Do I really mean the compliments I give? Yes and no. My compliments aren’t lies. I’m not going to tell a balding person that I love their hair. But sometimes they do feel superficial. Here are some examples of what I say versus what I actually mean.

What I say: I love your new haircut! It looks amazing on you.

What I mean: You’ve cut your hair in a noticeable way, so I’m just commenting that I’ve noticed.

What I say: You’re such a master of [skill]. I have so much to learn from you.

What I mean: You’re good at your job.

What I say: You are literally the nicest person ever. I’m so grateful for your advice.

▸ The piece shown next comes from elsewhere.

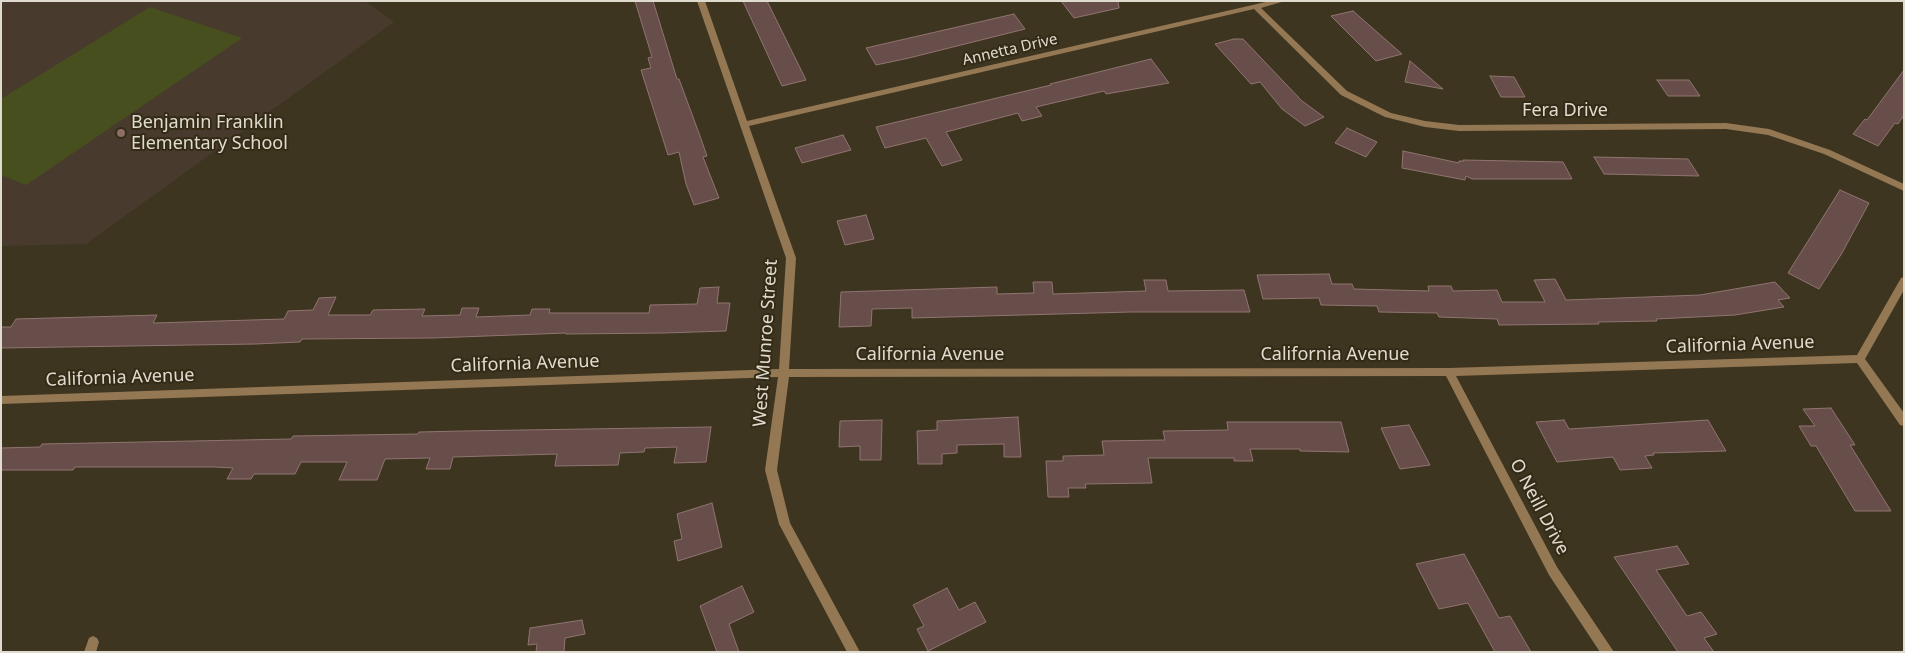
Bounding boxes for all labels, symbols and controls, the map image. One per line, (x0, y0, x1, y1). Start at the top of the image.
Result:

What I mean: You’re a nice person.

What I say: [Person] is absolutely incredible, I just adore them.

What I mean: Yeah, [Person] is cool.

Some of my French and Swiss colleagues are not used to these types of compliments. They are caught off guard, surprised, even shrink into themselves a little with embarrassment. In the US, a standard response to a compliment would be, “Aw, thanks. Anyway, back to business.” Here, they are reticent to accept, often shaking their heads and mumbling, “No, not at all!”

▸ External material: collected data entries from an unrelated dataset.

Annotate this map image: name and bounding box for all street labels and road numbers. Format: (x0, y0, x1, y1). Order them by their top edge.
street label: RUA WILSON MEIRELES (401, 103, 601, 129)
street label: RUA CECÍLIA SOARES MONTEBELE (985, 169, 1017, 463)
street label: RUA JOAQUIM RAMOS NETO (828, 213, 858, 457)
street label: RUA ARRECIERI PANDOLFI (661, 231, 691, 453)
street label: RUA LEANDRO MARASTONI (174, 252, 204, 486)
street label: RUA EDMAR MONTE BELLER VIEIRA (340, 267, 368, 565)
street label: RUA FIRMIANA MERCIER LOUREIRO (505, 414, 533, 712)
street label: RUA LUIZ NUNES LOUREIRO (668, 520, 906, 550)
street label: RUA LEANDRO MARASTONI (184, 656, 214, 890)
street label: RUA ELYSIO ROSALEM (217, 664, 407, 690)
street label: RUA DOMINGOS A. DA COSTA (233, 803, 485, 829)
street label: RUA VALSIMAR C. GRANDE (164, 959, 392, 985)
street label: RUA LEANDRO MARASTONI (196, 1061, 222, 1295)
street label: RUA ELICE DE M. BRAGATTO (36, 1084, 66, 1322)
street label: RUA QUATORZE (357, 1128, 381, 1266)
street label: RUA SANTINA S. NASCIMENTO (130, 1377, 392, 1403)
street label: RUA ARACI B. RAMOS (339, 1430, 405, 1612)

How did I develop this admittedly saccharine habit of speaking? Cultural context is one thing. Another factor is simply the desire to be seen as a nice person, a positive presence. When I worked at an NGO in DC, there was a director — a French woman, funnily enough — who was one of the nicest people I’d ever met. Despite her seniority in the organization and the fact that she worked remotely from France, she was sweet, helpful, and extremely easy to reach.

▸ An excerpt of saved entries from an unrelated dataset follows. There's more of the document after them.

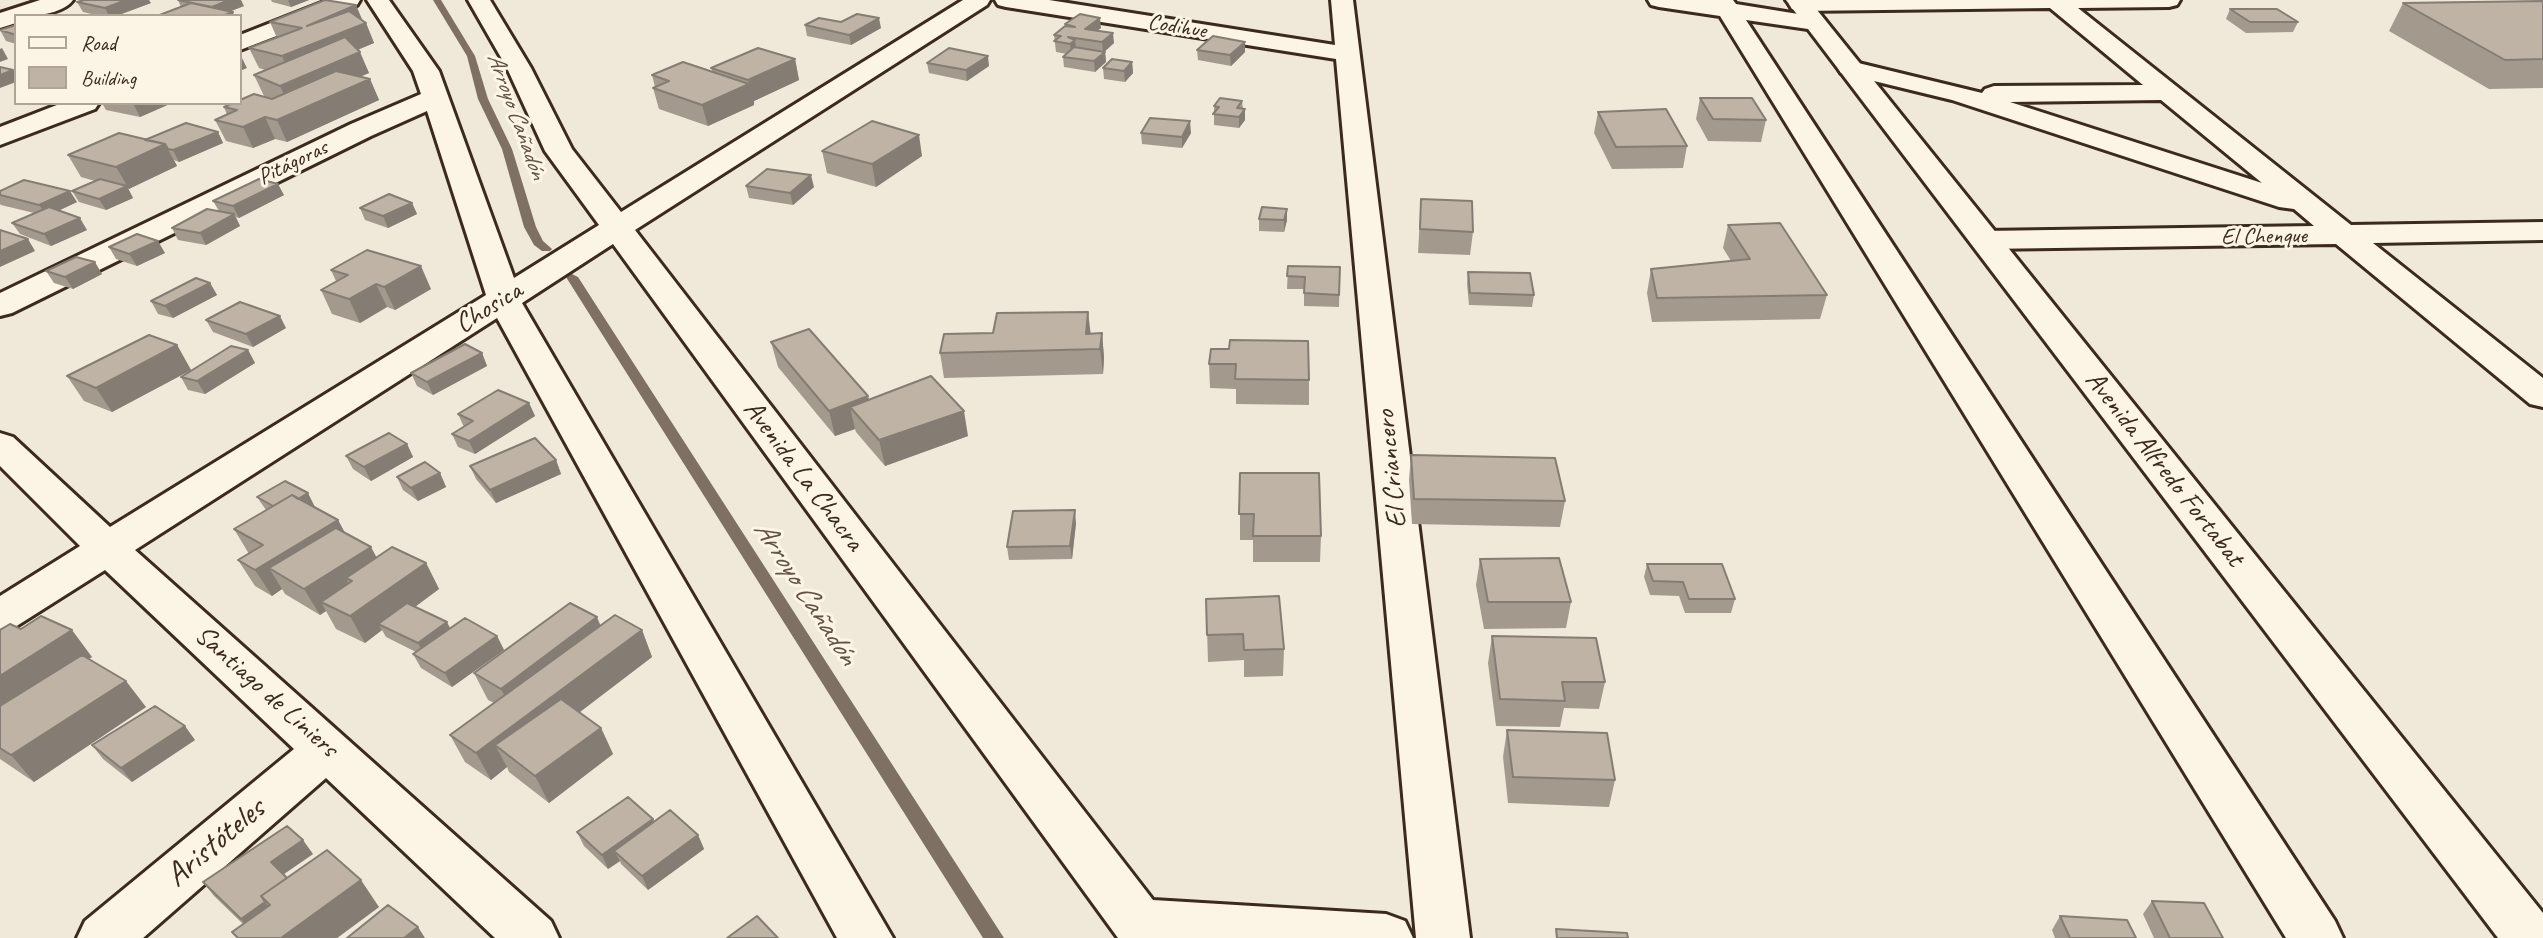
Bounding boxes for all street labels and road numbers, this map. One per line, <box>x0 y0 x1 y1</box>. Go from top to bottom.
street label: Codihue <box>1146 9 1208 45</box>
street label: Pitágoras <box>253 134 333 192</box>
street label: El Chenque <box>2221 222 2307 252</box>
street label: Chosica <box>449 274 529 342</box>
street label: Avenida Alfredo Fortabat <box>2077 365 2251 573</box>
street label: Avenida La Chacra <box>735 394 871 558</box>
street label: El Criancero <box>1369 408 1415 530</box>
street label: Santiago de Liniers <box>187 619 345 765</box>
street label: Aristóteles <box>158 790 274 896</box>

One of my colleagues once commented on this fact, and she said, “Well, I am a nice person, that’s true, but my niceness is also strategic.”

“What do you mean?” my colleague asked.

And she explained, “When I am nice to people, I think of it as building credit with them. Every nice thing I do for them wins points for me. So in the future, if I ever need something from them, it will be easier to get them to cooperate.”

When I heard this story, it was a little light bulb moment. It was the first time I had heard someone put into words how niceness can be both sincere and strategic at the same time. And it made me realize that this had been my motivation, too, even though I had never thought to articulate it in this way.

For instance, when my boss’s best friend died, I got her a condolence card. I spontaneously bring fresh flowers to friends. I marked the intern’s birthday in my calendar and brought her a box of chocolates. I always make time to speak with younger people who want to know more about my line of work and how to get a foot in the door. What do I expect from these interactions? Nothing concrete, I suppose–just the hope that they will always remember that when they needed something, I was there for them first.

In the future, maybe I will dial it back a bit on the compliments. None of us are the most incredible people in the world, and saying that is just plain silly. Words matter, but actions matter more.